▸ Work order
Please reproduce the entries that follow, keeping each word intact.
### Information provided ###
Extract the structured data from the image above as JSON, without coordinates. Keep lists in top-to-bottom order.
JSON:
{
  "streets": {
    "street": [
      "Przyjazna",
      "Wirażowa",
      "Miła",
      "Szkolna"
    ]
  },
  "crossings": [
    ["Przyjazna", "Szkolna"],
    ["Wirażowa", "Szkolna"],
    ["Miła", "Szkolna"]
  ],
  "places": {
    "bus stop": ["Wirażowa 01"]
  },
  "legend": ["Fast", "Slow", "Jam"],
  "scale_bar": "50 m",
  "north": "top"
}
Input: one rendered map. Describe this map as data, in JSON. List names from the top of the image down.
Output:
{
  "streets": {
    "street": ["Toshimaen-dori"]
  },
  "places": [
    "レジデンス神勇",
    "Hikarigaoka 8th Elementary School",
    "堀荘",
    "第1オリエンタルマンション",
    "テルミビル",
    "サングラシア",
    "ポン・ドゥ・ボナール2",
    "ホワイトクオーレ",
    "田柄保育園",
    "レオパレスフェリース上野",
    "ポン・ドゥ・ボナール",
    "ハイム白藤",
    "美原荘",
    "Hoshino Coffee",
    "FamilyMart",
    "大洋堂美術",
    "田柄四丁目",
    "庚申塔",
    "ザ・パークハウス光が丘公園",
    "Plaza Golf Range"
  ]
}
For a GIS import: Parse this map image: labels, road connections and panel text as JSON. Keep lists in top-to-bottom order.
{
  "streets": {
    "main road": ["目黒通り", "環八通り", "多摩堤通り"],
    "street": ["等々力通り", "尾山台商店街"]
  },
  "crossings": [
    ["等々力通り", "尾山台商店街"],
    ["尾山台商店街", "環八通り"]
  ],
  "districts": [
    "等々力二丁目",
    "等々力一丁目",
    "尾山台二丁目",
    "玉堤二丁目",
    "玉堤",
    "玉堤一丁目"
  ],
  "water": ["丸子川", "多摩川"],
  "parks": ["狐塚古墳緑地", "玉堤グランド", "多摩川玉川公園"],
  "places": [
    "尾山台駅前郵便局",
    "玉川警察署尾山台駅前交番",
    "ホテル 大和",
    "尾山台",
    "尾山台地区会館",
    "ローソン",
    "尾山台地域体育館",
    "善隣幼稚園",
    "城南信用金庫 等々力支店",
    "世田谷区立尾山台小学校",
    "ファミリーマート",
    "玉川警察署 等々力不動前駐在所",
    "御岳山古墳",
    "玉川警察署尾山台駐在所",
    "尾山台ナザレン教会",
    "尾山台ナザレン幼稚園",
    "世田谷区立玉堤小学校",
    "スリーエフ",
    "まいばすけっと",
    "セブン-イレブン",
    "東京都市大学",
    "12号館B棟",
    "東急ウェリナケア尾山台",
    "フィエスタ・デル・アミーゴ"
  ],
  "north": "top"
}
###
▸ Response
Extract the structured data from the image above as JSON, without coordinates. Keep lists in top-to-bottom order.
JSON:
{
  "streets": {
    "street": [
      "Przyjazna",
      "Wirażowa",
      "Miła",
      "Szkolna"
    ]
  },
  "crossings": [
    ["Przyjazna", "Szkolna"],
    ["Wirażowa", "Szkolna"],
    ["Miła", "Szkolna"]
  ],
  "places": {
    "bus stop": ["Wirażowa 01"]
  },
  "legend": ["Fast", "Slow", "Jam"],
  "scale_bar": "50 m",
  "north": "top"
}
Input: one rendered map. Describe this map as data, in JSON. List names from the top of the image down.
Output:
{
  "streets": {
    "street": ["Toshimaen-dori"]
  },
  "places": [
    "レジデンス神勇",
    "Hikarigaoka 8th Elementary School",
    "堀荘",
    "第1オリエンタルマンション",
    "テルミビル",
    "サングラシア",
    "ポン・ドゥ・ボナール2",
    "ホワイトクオーレ",
    "田柄保育園",
    "レオパレスフェリース上野",
    "ポン・ドゥ・ボナール",
    "ハイム白藤",
    "美原荘",
    "Hoshino Coffee",
    "FamilyMart",
    "大洋堂美術",
    "田柄四丁目",
    "庚申塔",
    "ザ・パークハウス光が丘公園",
    "Plaza Golf Range"
  ]
}
For a GIS import: Parse this map image: labels, road connections and panel text as JSON. Keep lists in top-to-bottom order.
{
  "streets": {
    "main road": ["目黒通り", "環八通り", "多摩堤通り"],
    "street": ["等々力通り", "尾山台商店街"]
  },
  "crossings": [
    ["等々力通り", "尾山台商店街"],
    ["尾山台商店街", "環八通り"]
  ],
  "districts": [
    "等々力二丁目",
    "等々力一丁目",
    "尾山台二丁目",
    "玉堤二丁目",
    "玉堤",
    "玉堤一丁目"
  ],
  "water": ["丸子川", "多摩川"],
  "parks": ["狐塚古墳緑地", "玉堤グランド", "多摩川玉川公園"],
  "places": [
    "尾山台駅前郵便局",
    "玉川警察署尾山台駅前交番",
    "ホテル 大和",
    "尾山台",
    "尾山台地区会館",
    "ローソン",
    "尾山台地域体育館",
    "善隣幼稚園",
    "城南信用金庫 等々力支店",
    "世田谷区立尾山台小学校",
    "ファミリーマート",
    "玉川警察署 等々力不動前駐在所",
    "御岳山古墳",
    "玉川警察署尾山台駐在所",
    "尾山台ナザレン教会",
    "尾山台ナザレン幼稚園",
    "世田谷区立玉堤小学校",
    "スリーエフ",
    "まいばすけっと",
    "セブン-イレブン",
    "東京都市大学",
    "12号館B棟",
    "東急ウェリナケア尾山台",
    "フィエスタ・デル・アミーゴ"
  ],
  "north": "top"
}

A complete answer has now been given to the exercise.